In this study, we advanced the scDVP framework to enable the analysis of small clinical cohorts, creating an in-depth spatial map of the human hepatic proteome at single-cell resolution. Using a label-free MS approach, we quantified a maximum of nearly 4,000 proteins per individual hepatocyte, achieving a median depth of 2,539 proteins across hundreds of cells (Fig. 2a). To enable this scale-up in cohort size, we developed an automated, strategic cell selection approach to identify cells with optimal distribution along a given spatial trajectory, including automated preservation of spatial metadata. This enabled efficient sampling of cells, maximizing information gain from each tissue section and thereby requiring fewer cells to capture the spatial organization of tissues. The versatility of this selection pipeline extends from fully automated vein identification in healthy tissue to GUI-based manual trajectory definition for complex tissue architectures. We have developed this approach into CellPick (cellpick.app), a comprehensive tool for strategic spatial cell sampling applicable to diverse tissue contexts and biological questions beyond liver zonation.

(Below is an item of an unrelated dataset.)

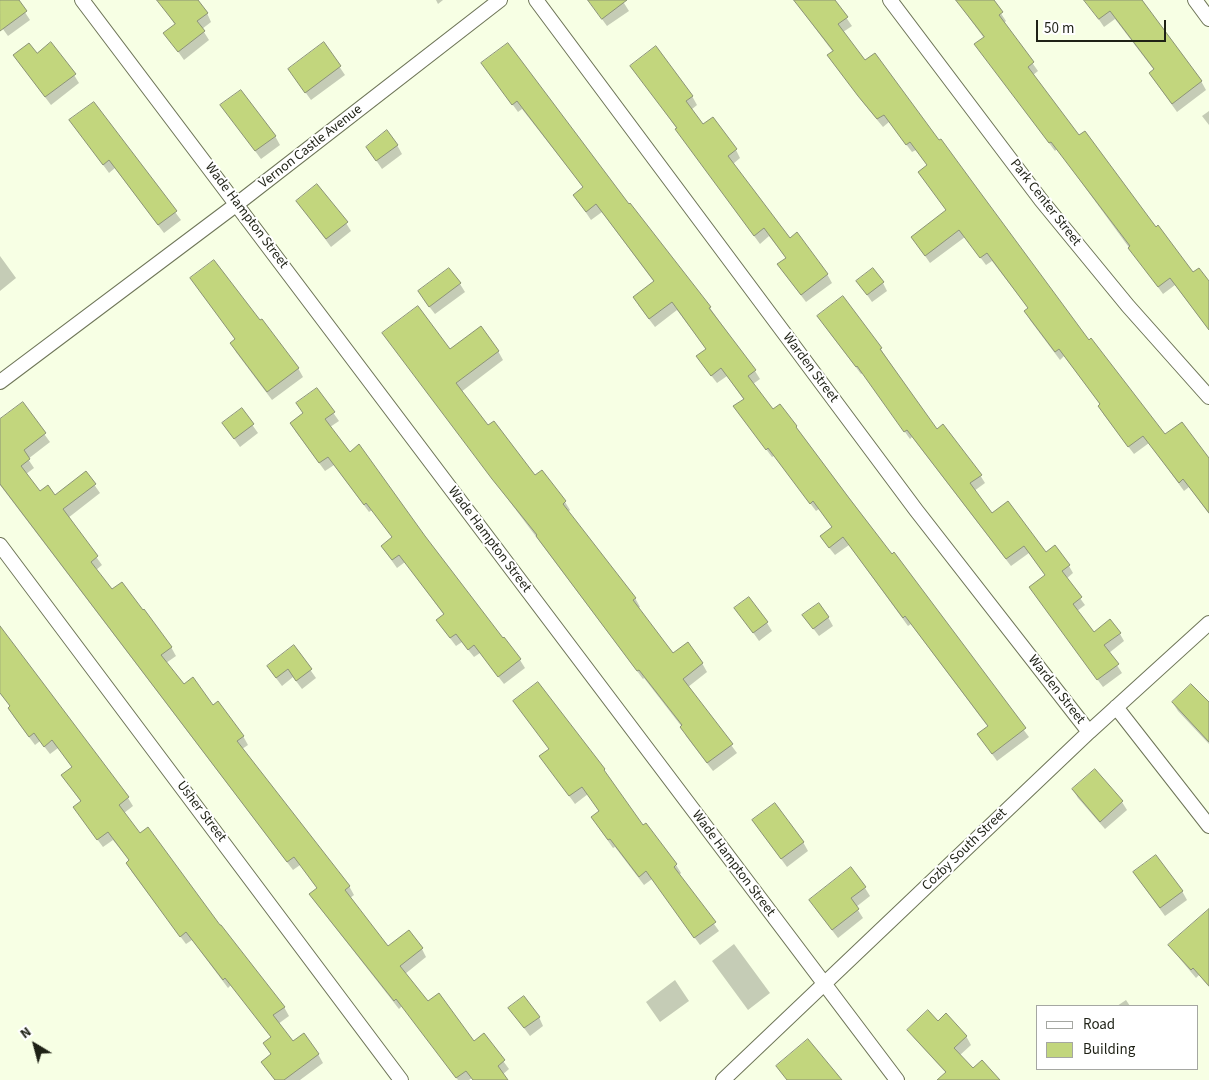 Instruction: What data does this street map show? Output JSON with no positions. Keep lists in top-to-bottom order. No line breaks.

Furthermore, we created a statistical framework to analyse protein expression changes continuously along spatial trajectories. The human liver is particularly suited to benchmark such an approach, as well-studied metabolic and signalling gradients occur over a relatively short and defined physical distance of approximately 20 hepatocytes or about 385 µm in humans29. While earlier liver zonation studies relied on a three-zone model (periportal, mid-lobular, pericentral) or discretized the porto–central axis into equidistant bins, the framework presented here captures the gradual nature of biological processes in the lobule without introducing artificial boundaries3,17. This statistical framework should be particularly powerful when optimal numbers of artificial bins are not known a priori. Our approach models protein expression as continuous trajectories through space using an LMM, which accounts for patient-specific variations while avoiding the need to bin the spatial trajectory and reducing sensitivity to missing values, for example, due to dropout samples (Fig. 3a). It generates an easy-to-understand quantitative measure of the degree and directionality of zonation for each protein with increased statistical power compared with binned approaches (Extended Data Fig. 5).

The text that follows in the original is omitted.